What the exercise asks: Your answer should be the lines below from the one holding "trace(minor, '#fff', 44);" through the one holding "write('bold 22px', '#1f231e', null, shieldNames);", copied exactly and with nothing else.

"""

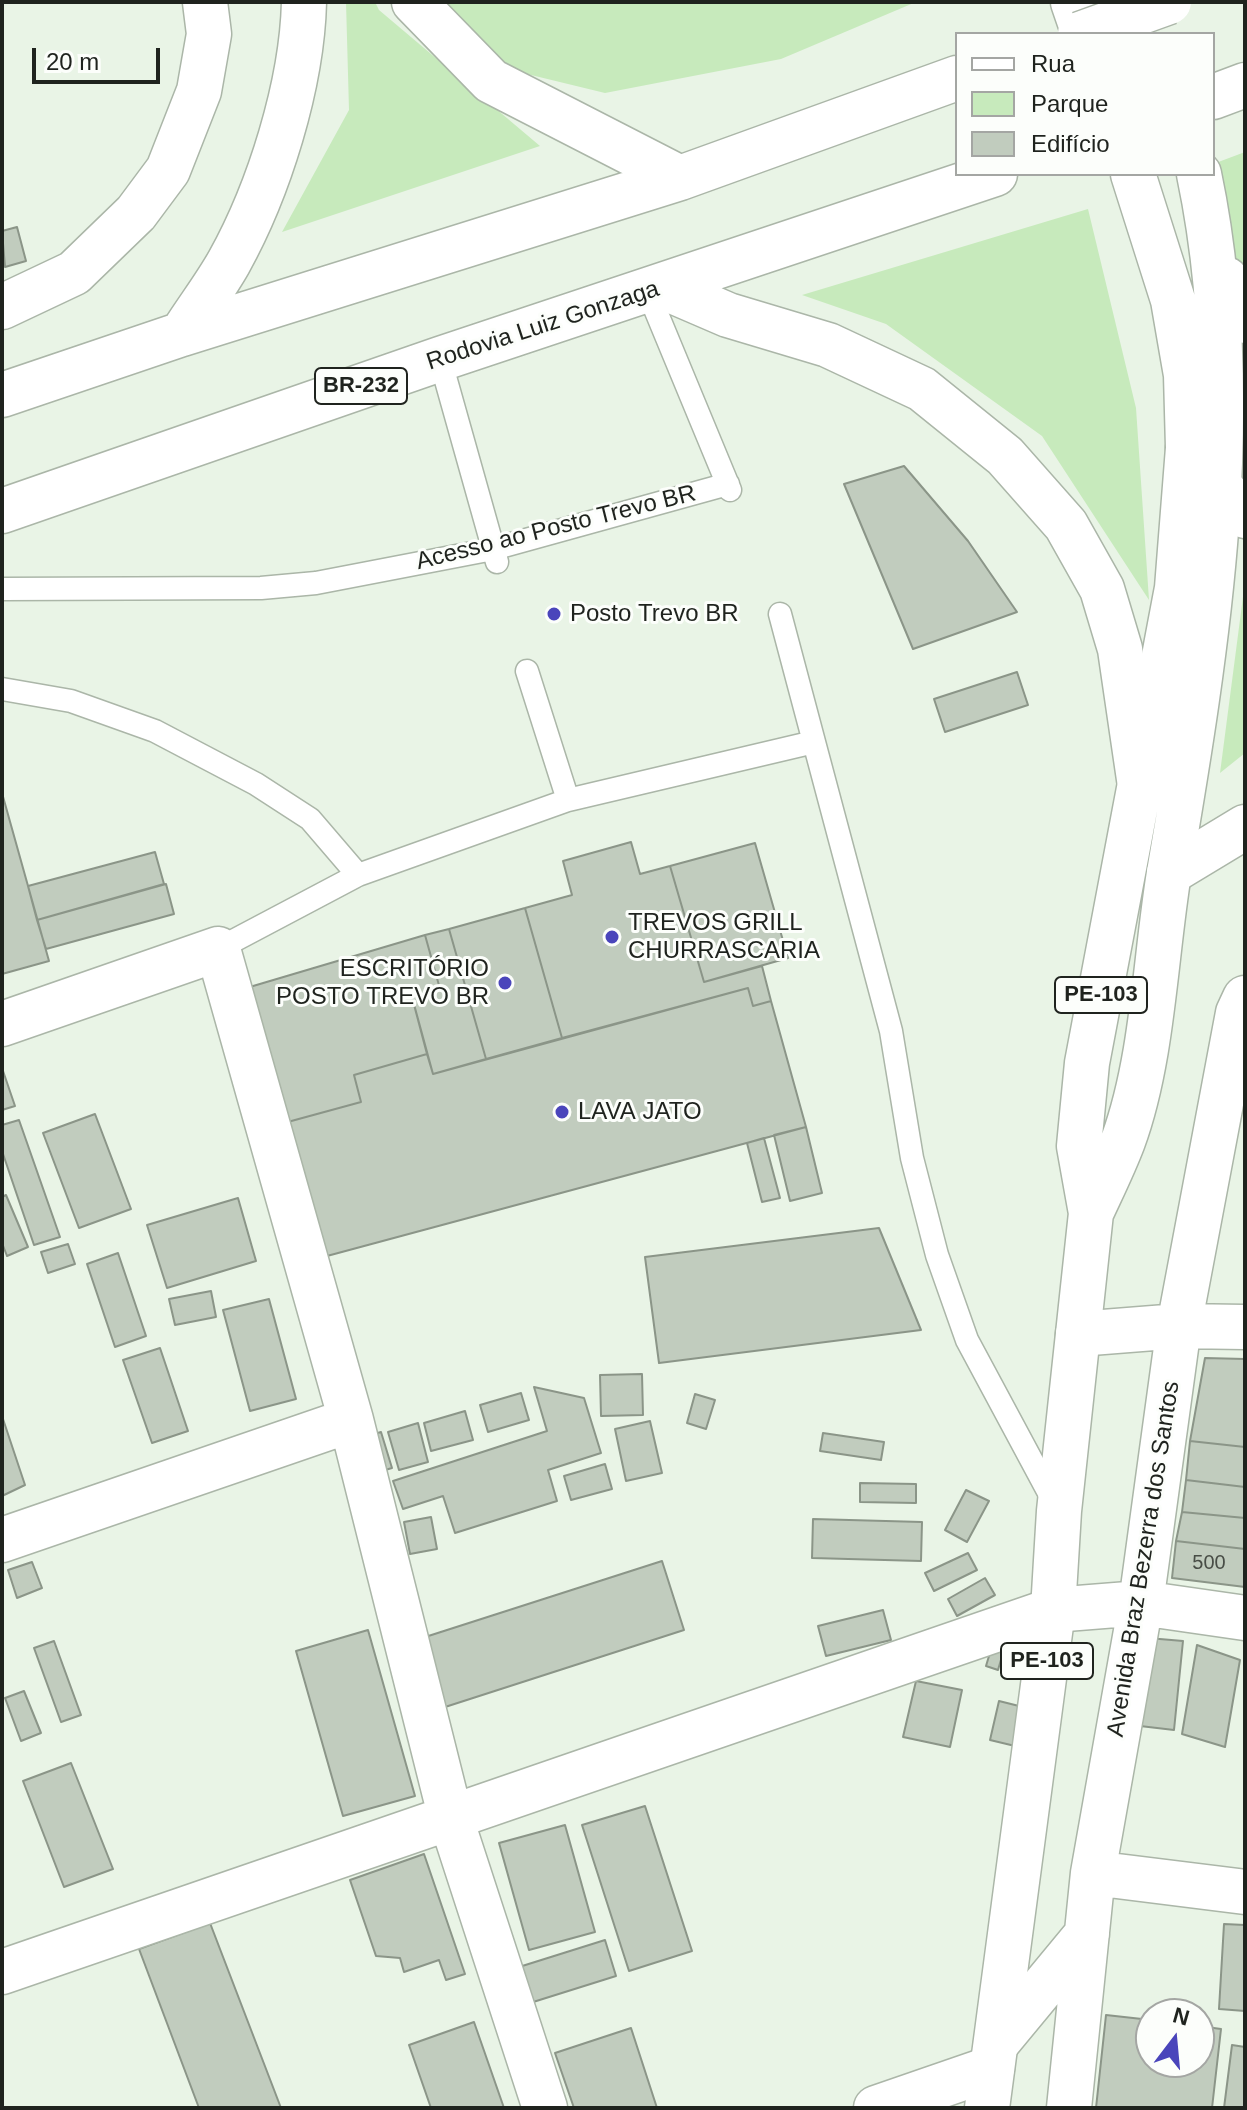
<!DOCTYPE html>
<html>
<head>
<meta charset="utf-8">
<style>
  body { margin:0 }
  #map { position:relative; width:1247px; height:2110px; overflow:hidden; background:#e9f4e6; font-family:Helvetica,sans-serif }
  canvas { display:block }
  .frame { position:absolute; inset:0; border:4px solid #1f231e; pointer-events:none }
  .legend { position:absolute; left:955px; top:32px; width:260px; height:144px; box-sizing:border-box; background:#fcfefb; border:2px solid #a4a6a3; margin:0; padding:10px 14px; list-style:none; font-size:24px; color:#1f231e }
  .legend li { display:flex; align-items:center; gap:16px; height:40px }
  .legend b { width:40px; border:2px solid #a4a6a3 }
  .north { position:absolute; left:1135px; top:1998px; width:80px; height:80px; box-sizing:border-box; background:#fcfefb; border:2px solid #a4a6a3; border-radius:50%; rotate:16deg; font-size:22px; font-weight:700; line-height:32px; text-align:center; color:#1f231e }
  .north::after { content:''; display:block; margin:auto; width:28px; height:36px; background:#4a45bb; clip-path:polygon(50% 0,100% 100%,50% 72%,0 100%) }
  .scale { position:absolute; left:32px; top:48px; width:128px; height:36px; box-sizing:border-box; border:4px solid #1f231e; border-top:0; padding-left:10px; font-size:24px; line-height:28px; white-space:nowrap; color:#1f231e; -webkit-text-stroke:6px #fcfefb; paint-order:stroke }
</style>
</head>
<body>
<div id="map">
<canvas width="1247" height="2110"></canvas>
<div class="frame"></div>
<ul class="legend">
<li><b style="height:10px;background:#fff"></b>Rua</li>
<li><b style="height:22px;background:#c7eabc"></b>Parque</li>
<li><b style="height:22px;background:#c1ccbe"></b>Edifício</li>
</ul>
<div class="north">N</div>
<div class="scale">20 m</div>
</div>
<script>
const context = document.querySelector('canvas').getContext('2d');
context.lineJoin = 'round';
function paint(path, color) { context.fillStyle = color; context.fill(path, 'evenodd'); }
function trace(path, color, width, dash) { context.strokeStyle = color; context.lineWidth = width; context.lineCap = dash ? 'butt' : 'round'; context.setLineDash(dash || []); context.stroke(path); }
function write(font, color, halo, rows, align = 'center') {
  context.font = font + ' Helvetica,sans-serif'; context.lineWidth = 6; context.setLineDash([]); context.textBaseline = 'middle'; context.strokeStyle = halo; context.fillStyle = color; for (const [text, x, y, turn = 0] of rows) {
    context.save(); context.translate(x, y); context.rotate((+turn || 0) * Math.PI / 180); context.textAlign = isNaN(turn) ? turn : align; if (halo) context.strokeText(text, 0, 0); context.fillText(text, 0, 0); context.restore();
  }
}
const green = new Path2D(`
  M346,2H375L379,10L540,146L282,232L349,110Z
  M442,2H916L781,59L605,93L494,66Z
  M1245,152V312L1213,164Z
  M1088,209L1136,408L1149,600L1042,436L886,324L802,295Z
  M1244,589L1245,753L1220,773Z`);
const building = new Path2D(`
  M17,227L26,261L5,267L2,231Z
  M904,466L968,541L1017,612L913,649L844,484Z
  M1017,672L1028,705L945,732L934,699Z
  M2,793L49,961L2,974Z
  M631,842L640,874L670,866L704,982L762,966L771,1001L753,1006L748,988L562,1038L525,908L572,895L563,861Z
  M755,843L788,958L704,982L670,866Z
  M155,852L164,884L37,920L28,886Z
  M166,884L174,914L46,949L37,920Z
  M525,908L562,1038L486,1059L449,929Z
  M449,929L486,1059L433,1074L412,997L440,989L425,935Z
  M425,935L440,989L412,997L427,1054L354,1075L361,1102L284,1123L243,989Z
  M748,988L753,1006L771,1001L806,1127L327,1256L284,1123L361,1102L354,1075L427,1054L433,1074Z
  M2,1068L15,1106L2,1110Z
  M95,1114L131,1209L79,1228L43,1133Z
  M19,1120L60,1237L34,1245L2,1151V1125Z
  M806,1127L822,1193L790,1201L774,1135Z
  M764,1138L780,1198L762,1202L747,1143Z
  M6,1195L28,1247L7,1256L2,1243V1197Z
  M238,1198L256,1261L167,1288L147,1225Z
  M879,1228L921,1330L659,1363L645,1257Z
  M68,1244L75,1264L48,1273L41,1252Z
  M118,1253L146,1336L115,1347L87,1264Z
  M211,1291L216,1317L175,1325L169,1299Z
  M269,1299L296,1399L250,1411L223,1310Z
  M160,1348L188,1431L152,1443L123,1360Z
  M1205,1358L1245,1359V1447L1190,1441Z
  M642,1374L643,1415L601,1416L600,1375Z
  M534,1387L584,1398L601,1453L548,1470L557,1501L455,1533L443,1496L403,1509L393,1481L547,1431Z
  M521,1393L529,1420L488,1432L480,1405Z
  M695,1394L715,1400L706,1429L687,1423Z
  M465,1411L473,1440L431,1451L424,1423Z
  M2,1416L25,1485L2,1496Z
  M650,1421L662,1473L626,1481L615,1429Z
  M418,1423L428,1462L399,1470L388,1432Z
  M381,1432L392,1468L375,1473L364,1437Z
  M823,1433L884,1442L881,1460L820,1451Z
  M1190,1441L1245,1447V1487L1186,1480Z
  M605,1464L612,1489L571,1500L564,1476Z
  M1186,1480L1245,1487V1518L1182,1512Z
  M860,1483L916,1484V1503L860,1502Z
  M966,1490L989,1501L967,1542L945,1530Z
  M1182,1512L1245,1518V1549L1176,1541Z
  M431,1517L437,1549L410,1554L404,1522Z
  M813,1519L922,1522L921,1561L812,1558Z
  M1176,1541L1245,1549V1587L1172,1578Z
  M968,1553L977,1570L934,1591L925,1573Z
  M662,1561L684,1630L442,1708L419,1639Z
  M32,1562L42,1588L17,1598L8,1570Z
  M985,1578L995,1595L957,1616L948,1599Z
  M883,1610L891,1640L826,1656L818,1626Z
  M368,1630L415,1796L343,1816L296,1651Z
  M1148,1638L1183,1641L1174,1730L1140,1726Z
  M54,1641L81,1715L61,1722L34,1648Z
  M1197,1645L1240,1660L1225,1747L1182,1734Z
  M992,1646H1005L998,1670L986,1666Z
  M916,1681L962,1690L950,1747L903,1737Z
  M24,1691L41,1733L21,1741L5,1698Z
  M999,1701L1023,1707L1015,1746L990,1740Z
  M71,1763L113,1869L64,1887L23,1781Z
  M645,1806L692,1951L629,1971L582,1825Z
  M565,1825L595,1932L529,1950L499,1843Z
  M424,1854L465,1974L446,1980L439,1960L404,1972L400,1958L376,1956L350,1880Z
  M210,1923L281,2108H199L139,1949Z
  M1224,1924L1245,1925V2011L1219,2009Z
  M605,1940L616,1976L530,2003L519,1967Z
  M1106,2015L1151,2020V2062H1199V2026L1221,2029L1212,2108H1096Z
  M474,2022L504,2108H431L409,2045Z
  M631,2028L657,2108H574L555,2053Z
  M1232,2045L1245,2047V2108H1224Z`);
const service = new Path2D(`
  M648,292L730,490
  M440,359L497,562
  M2,589L261,588L316,583L493,549L728,484
  M780,614L814,742
  M527,671L568,800
  M2,689L71,701L155,731L256,784L310,819L358,875
  M218,949L358,875L568,800L814,742L891,1031L912,1158L937,1255L967,1340L1055,1504`);
const minor = new Path2D(`
  M2,307L74,273L136,213L168,170L199,91L209,34L205,2
  M2,1024L218,949L351,1420L451,1819L545,2108
  M1078,1334L1179,1326L1245,1327
  M2,1540L351,1420
  M1093,1873L1245,1892
  M2,1972L1053,1610L1141,1603L1245,1618
  M996,2044L1087,1934
  M876,2108L992,2068
  M1069,2108L1093,1873L1141,1603L1179,1326L1238,1013L1245,998`);
const primary = new Path2D(`
  M1073,2L1084,34
  M1091,1213C1102,1189 1114,1165 1123,1141C1153,1059 1155,959 1169,873C1208,645 1247,402 1199,174
  M987,2108L1053,1610L1059,1511L1091,1213L1079,1146L1087,1063L1177,588L1188,448L1186,375L1173,300L1133,174`);
const trunk = new Path2D(`
  M414,2L491,81L680,178
  M1213,97L1245,85
  M1226,279L1245,321
  M663,287L728,315L828,345L922,389L1005,456L1066,525L1102,589L1120,649L1139,779
  M182,334C197,310 215,287 229,262C269,190 302,85 304,2
  M2,395L182,334L680,178L957,78
  M1188,448L1245,516
  M2,511L440,359L995,174
  M1169,873L1245,827`);
const trunkBridge = new Path2D(`
  M1080,34L1169,2`);
const markers = [
  [554,614,8,"#4a45bb"],
  [612,937,8,"#4a45bb"],
  [505,983,8,"#4a45bb"],
  [562,1112,8,"#4a45bb"]
];
const numberNames = [
  ["500",1209,1563]
];
const shields = [
  [361,386,92],
  [1101,995,92],
  [1047,1661,92]
];
const shieldNames = [
  ["BR-232",361,386],
  ["PE-103",1101,995],
  ["PE-103",1047,1661]
];
const streetNames = [
  ["Rodovia Luiz Gonzaga",543,326,-18],
  ["Acesso ao Posto Trevo BR",556,528,-14],
  ["Avenida Braz Bezerra dos Santos",1144,1559,-81]
];
const poiNames = [
  ["Posto Trevo BR",570,614],
  ["TREVOS GRILL",628,923],
  ["CHURRASCARIA",628,951],
  ["ESCRITÓRIO",489,969,"right"],
  ["POSTO TREVO BR",489,997,"right"],
  ["LAVA JATO",578,1112]
];
paint(green, '#c7eabc');
paint(building, '#c1ccbe');
trace(building, '#8b9588', 2);
trace(service, '#abb6a8', 25);
trace(minor, '#abb6a8', 47);
trace(primary, '#abb6a8', 47);
trace(trunk, '#abb6a8', 47);
trace(service, '#fff', 22);
trace(minor, '#fff', 44);
trace(primary, '#fff', 44);
trace(trunk, '#fff', 44);
trace(trunkBridge, '#abb6a8', 47, []);
trace(trunkBridge, '#fff', 44);
for (const [x, y, r, color] of markers) { const dot = new Path2D(); dot.arc(x, y, r, 0, 2 * Math.PI); context.fillStyle = color; context.fill(dot); trace(dot, '#fcfefb', 3); }
write('20px', '#484d46', null, numberNames);
for (const [x, y, w] of shields) { const box = new Path2D(); box.roundRect(x - w / 2, y - 18, w, 36, 6); context.fillStyle = '#fcfefb'; context.fill(box); trace(box, '#1f231e', 2); }
write('bold 22px', '#1f231e', null, shieldNames);
write('24px', '#1f231e', '#fcfefb', streetNames);
write('24px', '#1f231e', '#fcfefb', poiNames, 'left');
</script>
</body>
</html>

"""

Your response:
trace(minor, '#fff', 44);
trace(primary, '#fff', 44);
trace(trunk, '#fff', 44);
trace(trunkBridge, '#abb6a8', 47, []);
trace(trunkBridge, '#fff', 44);
for (const [x, y, r, color] of markers) { const dot = new Path2D(); dot.arc(x, y, r, 0, 2 * Math.PI); context.fillStyle = color; context.fill(dot); trace(dot, '#fcfefb', 3); }
write('20px', '#484d46', null, numberNames);
for (const [x, y, w] of shields) { const box = new Path2D(); box.roundRect(x - w / 2, y - 18, w, 36, 6); context.fillStyle = '#fcfefb'; context.fill(box); trace(box, '#1f231e', 2); }
write('bold 22px', '#1f231e', null, shieldNames);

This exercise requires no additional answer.